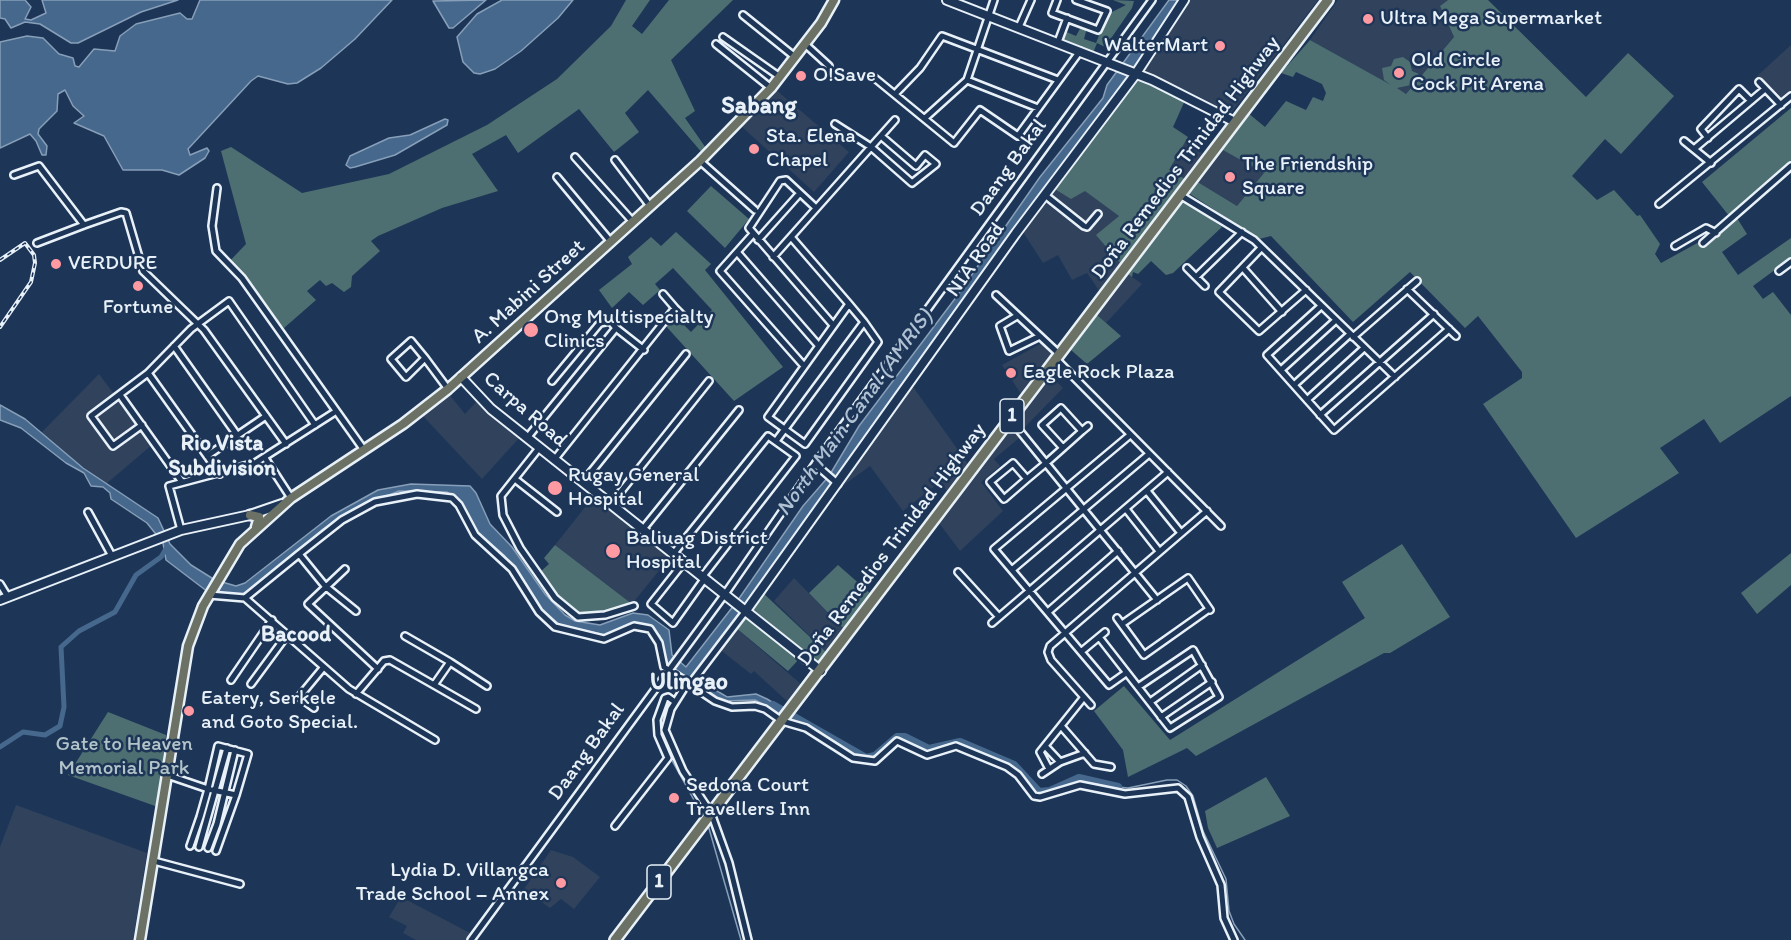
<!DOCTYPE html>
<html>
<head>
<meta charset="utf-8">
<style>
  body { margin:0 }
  canvas { display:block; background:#1d3557 }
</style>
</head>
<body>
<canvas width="1791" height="940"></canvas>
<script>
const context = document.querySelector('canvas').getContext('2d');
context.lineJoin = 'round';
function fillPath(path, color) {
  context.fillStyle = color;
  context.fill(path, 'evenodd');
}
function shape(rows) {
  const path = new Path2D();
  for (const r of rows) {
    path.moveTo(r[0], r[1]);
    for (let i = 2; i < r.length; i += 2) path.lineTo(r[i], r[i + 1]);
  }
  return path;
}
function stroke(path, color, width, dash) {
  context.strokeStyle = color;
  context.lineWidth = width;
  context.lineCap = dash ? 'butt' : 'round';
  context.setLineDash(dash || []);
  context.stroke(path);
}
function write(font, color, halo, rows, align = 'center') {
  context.font = font + ' Itim,sans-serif';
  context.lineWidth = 5;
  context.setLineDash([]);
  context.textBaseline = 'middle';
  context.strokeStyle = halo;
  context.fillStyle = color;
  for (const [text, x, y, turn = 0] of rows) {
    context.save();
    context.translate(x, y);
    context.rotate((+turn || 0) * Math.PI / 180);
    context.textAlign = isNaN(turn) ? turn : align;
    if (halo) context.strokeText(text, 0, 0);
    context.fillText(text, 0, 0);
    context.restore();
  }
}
fillPath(shape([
  [1187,0,1318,0,1231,113,1184,89,1138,71],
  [1338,0,1448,0,1440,6,1454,37,1406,94,1310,40],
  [1791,45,1791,91,1781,101,1757,76],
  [775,89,849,152,814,192,742,127],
  [1186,140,1203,154,1185,179,1169,170],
  [1221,149,1264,173,1237,206,1196,181],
  [1053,188,1085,190,1119,216,1097,235,1121,264,1100,292,1087,273,1072,280,1058,255,1043,263,1021,229],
  [1128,274,1142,284,1106,323,1097,315],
  [1042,343,1052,353,1021,394,1002,365],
  [99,374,152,445,106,484,40,434],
  [1051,376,1063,388,1023,429,1017,422],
  [911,384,968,464,947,491,940,482,903,511,870,466,837,490],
  [448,393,465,414,478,400,520,437,482,479,422,415],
  [1011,429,1019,438,994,459,1000,466,981,482,1003,511,960,551,939,523],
  [594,496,670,557,632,604,555,545],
  [794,578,845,630,827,653,774,601],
  [735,627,802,685,789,703,754,671,751,674,718,648],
  [16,805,147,853,133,940,0,940,0,847],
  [551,850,573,857,600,877,574,909,561,899,550,908,524,889],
  [401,897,472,934,468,940,416,940,403,933,407,926,389,917]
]), '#30425c');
fillPath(shape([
  [626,0,650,0,632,26,642,34,669,0,733,0,671,60,695,111,685,118,708,151,704,155,648,90,625,113,639,132,614,152,579,109,518,153,506,135,472,154,498,191,442,208,378,236,371,241,380,251,352,276,351,287,344,292,332,283,326,286,320,280,307,291,316,300,284,328,226,265,246,244,221,151,231,147,302,193,389,174,487,125,557,79,611,26],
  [1113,0,1134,1,1132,8,1105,47,1097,43,1093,53,1062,41,1064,31,1076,36,1081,27,1087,28,1084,39,1096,43,1108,14,1126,5],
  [1448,0,1488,0,1586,97,1628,53,1674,96,1621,154,1605,139,1572,176,1597,200,1614,190,1637,216,1640,215,1660,244,1655,254,1661,263,1701,241,1704,243,1737,218,1747,234,1722,252,1738,275,1791,238,1791,258,1753,286,1763,299,1773,292,1791,315,1791,396,1720,443,1704,419,1660,448,1679,473,1576,538,1483,404,1522,378,1522,372,1478,316,1465,328,1410,272,1353,322,1271,236,1259,239,1187,192,1196,181,1237,206,1264,173,1221,149,1248,113,1265,127,1286,101,1306,110,1313,97,1323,101,1326,93,1322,84,1296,72,1293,77,1281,73,1310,40,1391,85,1384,80,1382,68,1391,66,1394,59,1403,57,1410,62,1412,71,1419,74,1411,85,1397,88,1406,94,1454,37,1440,6],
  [1135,78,1186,98,1173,127,1188,137,1169,170,1185,179,1121,264,1096,235,1119,216,1085,191,1071,199,1053,188],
  [1791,108,1791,164,1730,217,1702,182],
  [711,186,749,219,725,248,687,211],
  [1182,199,1222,227,1173,273,1166,275,1151,261,1138,274,1133,272,1132,277,1128,274],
  [676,232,711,264,705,270,783,367,734,401,664,324,674,315,691,332,712,310,673,268,655,284,660,290,643,305,629,292,612,308,599,290,632,264,628,257,651,237,661,246],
  [1097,315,1121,336,1087,364,1071,350],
  [1402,544,1450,617,1390,653,1384,653,1196,756,1187,748,1128,777,1123,750,1094,711,1124,686,1170,740,1365,618,1342,582],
  [555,545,632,604,630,608,594,619,582,617,565,604,549,588,539,573,549,564,544,558],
  [1791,553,1791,585,1757,614,1741,593],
  [838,565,871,594,845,630,809,593],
  [762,592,827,653,818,663,753,609,750,610],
  [745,615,800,658,788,671,735,627],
  [108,712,166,735,158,807,68,775],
  [1266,777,1290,816,1217,848,1208,828,1205,811]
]), '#4d6f71');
const water = shape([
  [0,0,25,0,31,7,25,19,31,20,46,13,42,0,178,0,141,12,78,43,71,43,40,24,25,22,11,28,5,19,0,18,0,0],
  [200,0,392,0,355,39,321,68,297,83,288,84,258,76,251,81,188,149,190,155,207,148,209,151,205,158,179,175,162,170,123,170,104,136,74,123,84,116,73,106,65,90,58,94,57,111,39,129,38,134,47,146,46,155,42,155,36,141,30,134,0,148,0,42,27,36,43,38,59,54,73,58,75,66,79,67,94,49,115,51,120,36,136,24,180,13,187,19,192,19,200,0],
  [486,0,453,28,449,28,433,1,486,0],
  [502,0,573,0,558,18,521,51,495,69,480,74,474,73,463,62,457,37,477,14,502,0],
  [1169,0,1182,0,694,677,727,697,756,694,767,699,782,708,778,712,755,700,724,701,692,679,671,669,662,655,660,636,653,628,640,623,631,624,606,635,560,625,542,610,504,555,477,532,461,502,447,492,399,491,353,510,322,530,245,594,236,597,208,592,166,560,163,543,147,523,111,499,110,493,103,487,91,486,84,473,66,463,21,428,0,420,0,405,25,419,83,468,158,518,170,544,191,565,215,580,236,586,245,583,331,516,378,490,411,484,470,486,476,493,490,524,512,547,545,594,565,615,575,621,600,625,633,613,648,615,669,630,672,655,686,667,738,600,803,506,829,476,859,426,954,300,1040,177,1103,98,1107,85,1169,0],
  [445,119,448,120,447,125,395,155,355,167,350,168,346,165,350,156,389,138,410,135,445,119]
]);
fillPath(water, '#46688d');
stroke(water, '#879fb8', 1.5);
stroke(shape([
  [670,757,704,818],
  [1118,787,1128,788,1167,780,1177,780,1186,786,1193,796,1203,831,1226,879,1229,911,1234,924,1245,940],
  [708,825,741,940]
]), '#879fb8', 1.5);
stroke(shape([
  [0,747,23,732,45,735,60,726,64,707,61,647,79,631,115,612,136,575,161,557,167,547]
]), '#46688d', 5);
stroke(shape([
  [694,680,708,693,725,701],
  [773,705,866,758,875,756,897,737,905,737,929,749,960,742,1014,765,1039,792,1050,791,1079,778,1118,787]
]), '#46688d', 8);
const street = shape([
  [1057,0,1052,13,1098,30,1107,11,1076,0],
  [743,15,795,57],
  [1019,27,1031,0],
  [723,37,780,77],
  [1058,42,1067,18],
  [716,44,771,88],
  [805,44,829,66,829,70],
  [871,75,954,143,980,110,1018,136,1080,51],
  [967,80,1038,108],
  [1759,82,1781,105],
  [895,94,920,68,942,36,1058,80],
  [925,118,967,80,994,0],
  [835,124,871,147,912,183,936,164,925,155,916,166,881,136],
  [1708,138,1701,129,1739,89,1751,101],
  [1684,141,1711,163],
  [1694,149,1765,89],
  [575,157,633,222],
  [615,160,650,206],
  [700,161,755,210],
  [14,175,39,166,84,225],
  [557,177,611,242],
  [217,188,212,226,216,251,242,278,364,450],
  [1045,195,1084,226,1087,227,1098,214],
  [1180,195,1254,240,1395,377],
  [1659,204,1791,96],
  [816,208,786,180,780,181,749,228,833,325],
  [753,234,720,271,804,366],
  [791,237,849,304,864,322,878,342,805,444,768,417,849,304],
  [758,240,800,193],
  [37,243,84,225,121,212,126,213,143,271,204,330,286,444],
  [1703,243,1791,166],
  [1675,246,1706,228,1716,233],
  [1261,248,1219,292,1259,331,1306,290],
  [737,252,818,345],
  [773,257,895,120],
  [1187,268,1205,286],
  [1243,268,1282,312],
  [1779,271,1791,262],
  [1196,277,1242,232],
  [1407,289,1456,336],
  [663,294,675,308],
  [996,295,1059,354],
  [1321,306,1267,355,1334,430,1449,329],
  [1017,316,1000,326,1009,351,1038,337],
  [1353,337,1417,281],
  [411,341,425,358,406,377,391,359,411,341],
  [174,346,237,435],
  [425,358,448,389],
  [1056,359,1221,526],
  [1281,370,1336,320],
  [148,373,220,474],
  [552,381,600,323,610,321,616,328],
  [1294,385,1350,334],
  [120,395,182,482],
  [1307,400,1364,348],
  [1320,415,1434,314],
  [1010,419,1157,600],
  [142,425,113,446,91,416,148,373,191,329,229,301,315,425],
  [527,438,616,328,644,350],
  [776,441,864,322],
  [539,448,501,496,503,515,520,548,555,598,578,617,605,615,634,606],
  [1063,448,1042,425,1061,408,1082,431],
  [207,456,266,416],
  [265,458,291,498],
  [554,460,675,308,683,316],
  [815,464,838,484],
  [515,479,557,512],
  [1027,479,1013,463,990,482,1004,499,1027,479,1045,464,1063,448,1082,431,1088,426],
  [583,482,686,354],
  [1147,491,1181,533],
  [611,504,709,381],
  [1126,509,1159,551],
  [88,512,112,556],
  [643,529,739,410],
  [181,530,169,486,255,463,335,412],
  [674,553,768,436,796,456,703,576],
  [299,554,342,520,375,502,417,494,452,498,459,505,475,535,512,569,539,612,555,627,604,639,634,626,650,629,659,643,664,667,715,701,732,707,755,706,765,709,782,721,806,728,853,758,875,761,897,741,927,755,956,746,1007,767,1018,775,1034,796,1040,797,1080,785,1125,794,1178,788,1188,797,1200,837,1221,885,1224,918,1234,940],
  [684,562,651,604,673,623,705,578],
  [345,569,308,604,378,669],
  [1013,569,1149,454],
  [958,572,999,617],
  [0,584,8,597],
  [209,595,245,598,349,689,435,740],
  [245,598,299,554,325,586,356,611],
  [1049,611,1118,551],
  [745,612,691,683,688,682,671,709,665,730,683,771,711,813,729,863,748,940],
  [1117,618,1144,655,1209,609],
  [992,623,1168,472],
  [1122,624,1188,578,1210,610],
  [1099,637,1170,728,1219,697,1193,650,1138,687],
  [1082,651,1105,632],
  [450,662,487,686],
  [1126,673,1109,685,994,549,1130,435],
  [231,680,272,620],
  [251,684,287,635],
  [434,685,476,709],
  [356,694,384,661,390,660,434,685,450,662,405,636],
  [1150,702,1202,665],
  [1091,705,1051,660,1048,652,1050,646,1207,511],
  [314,708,299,697,323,668],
  [1161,717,1212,682],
  [1061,726,1094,764,1111,767],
  [1045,746,1060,762],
  [1049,769,1040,752,1084,697],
  [1042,774,1060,762,1085,753],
  [167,775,208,789,236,795,248,754,218,746,208,789,200,817,190,846],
  [615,826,668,758,658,735,657,720,665,698,668,697,675,702],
  [199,847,227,748],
  [208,848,217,824,235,750],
  [216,851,236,795],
  [154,861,240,884],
  [471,940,725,594,815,464,1152,0]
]);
const secondary = shape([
  [947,0,1152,80,1235,122],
  [461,377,491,409,821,671],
  [0,600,181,530,250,515,282,504],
  [745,612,1016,233,1135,75,1184,0]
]);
const primary = shape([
  [250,515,259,517,256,527],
  [140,940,188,646,203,606,240,544,291,498,403,424,448,389,700,161,771,88,821,23,834,0]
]);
const highway = shape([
  [615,940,1328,0]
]);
stroke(street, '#e8f1f8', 10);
stroke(secondary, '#e8f1f8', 12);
stroke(primary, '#e8f1f8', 13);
stroke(highway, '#e8f1f8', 14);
stroke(street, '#1d3557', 5);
stroke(secondary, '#1d3557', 8);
stroke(primary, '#6b7165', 8);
stroke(highway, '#6b7165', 9);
const rail = shape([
  [0,260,25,243,34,255,35,263,31,282,0,327]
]);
stroke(rail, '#e8f1f8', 4);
stroke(rail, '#1d3557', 1.5, [4.5]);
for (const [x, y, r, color] of [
  [1368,19,6,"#ff9aa2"],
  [1220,46,6,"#ff9aa2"],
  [1399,73,6,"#ff9aa2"],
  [801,76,6,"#ff9aa2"],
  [754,149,6,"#ff9aa2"],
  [1230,177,6,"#ff9aa2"],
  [56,264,6,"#ff9aa2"],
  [138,286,6,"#ff9aa2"],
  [531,330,8,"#ff9aa2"],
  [1011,373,6,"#ff9aa2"],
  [555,488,8,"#ff9aa2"],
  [613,551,8,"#ff9aa2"],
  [189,711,6,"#ff9aa2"],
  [674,798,6,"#ff9aa2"],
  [561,883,6,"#ff9aa2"]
]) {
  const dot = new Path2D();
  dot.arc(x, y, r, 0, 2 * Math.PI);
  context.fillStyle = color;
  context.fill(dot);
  stroke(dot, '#1d3557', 2);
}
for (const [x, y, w] of [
  [1012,416,24],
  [659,882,24]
]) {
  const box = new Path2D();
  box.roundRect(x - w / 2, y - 17, w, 34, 4.5);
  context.fillStyle = '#1d3557';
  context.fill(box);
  stroke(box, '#e8f1f8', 1.5);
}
write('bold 20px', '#e8f1f8', null, [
  ["1",1012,416],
  ["1",659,882]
]);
write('21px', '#e8f1f8', '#1d3557', [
  ["Ultra Mega Supermarket",1380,19],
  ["WalterMart",1208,46,"right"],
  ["Old Circle",1411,61],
  ["Cock Pit Arena",1411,85],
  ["O!Save",813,76],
  ["Sta. Elena",766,137],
  ["Chapel",766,161],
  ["The Friendship",1242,165],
  ["Square",1242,189],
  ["VERDURE",68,264],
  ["Fortune",138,308,"center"],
  ["Ong Multispecialty",544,318],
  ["Clinics",544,342],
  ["Eagle Rock Plaza",1023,373],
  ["Rugay General",568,476],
  ["Hospital",568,500],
  ["Baliuag District",626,539],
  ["Hospital",626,563],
  ["Eatery, Serkele",201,699],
  ["and Goto Special.",201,723],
  ["Sedona Court",686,786],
  ["Travellers Inn",686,810],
  ["Lydia D. Villangca",549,871,"right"],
  ["Trade School – Annex",549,895,"right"]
], 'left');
write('21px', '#e8f1f8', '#1d3557', [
  ["Doña Remedios Trinidad Highway",1186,158,-53],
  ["Daang Bakal",1009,168,-54],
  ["NIA Road",976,260,-55],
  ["A. Mabini Street",529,292,-42],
  ["Carpa Road",525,410,41],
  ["Doña Remedios Trinidad Highway",892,545,-53],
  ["Daang Bakal",587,752,-54]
]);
write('21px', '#b2c4c9', '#1d3557', [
  ["Gate to Heaven",124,745],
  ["Memorial Park",124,769]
]);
write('italic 22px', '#afc1d3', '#1d3557', [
  ["North Main Canal (AMRIS)",855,413,-54]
]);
write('bold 22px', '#e8f1f8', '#1d3557', [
  ["Rio Vista",222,444],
  ["Subdivision",222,469],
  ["Bacood",296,635]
]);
write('bold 24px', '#e8f1f8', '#1d3557', [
  ["Sabang",759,107],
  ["Ulingao",689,683]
]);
</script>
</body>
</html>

- - - -

> _Task_
When a line in the entries above holds the word "halo", add it to the count, then state only the count.

> _Output for this task_
3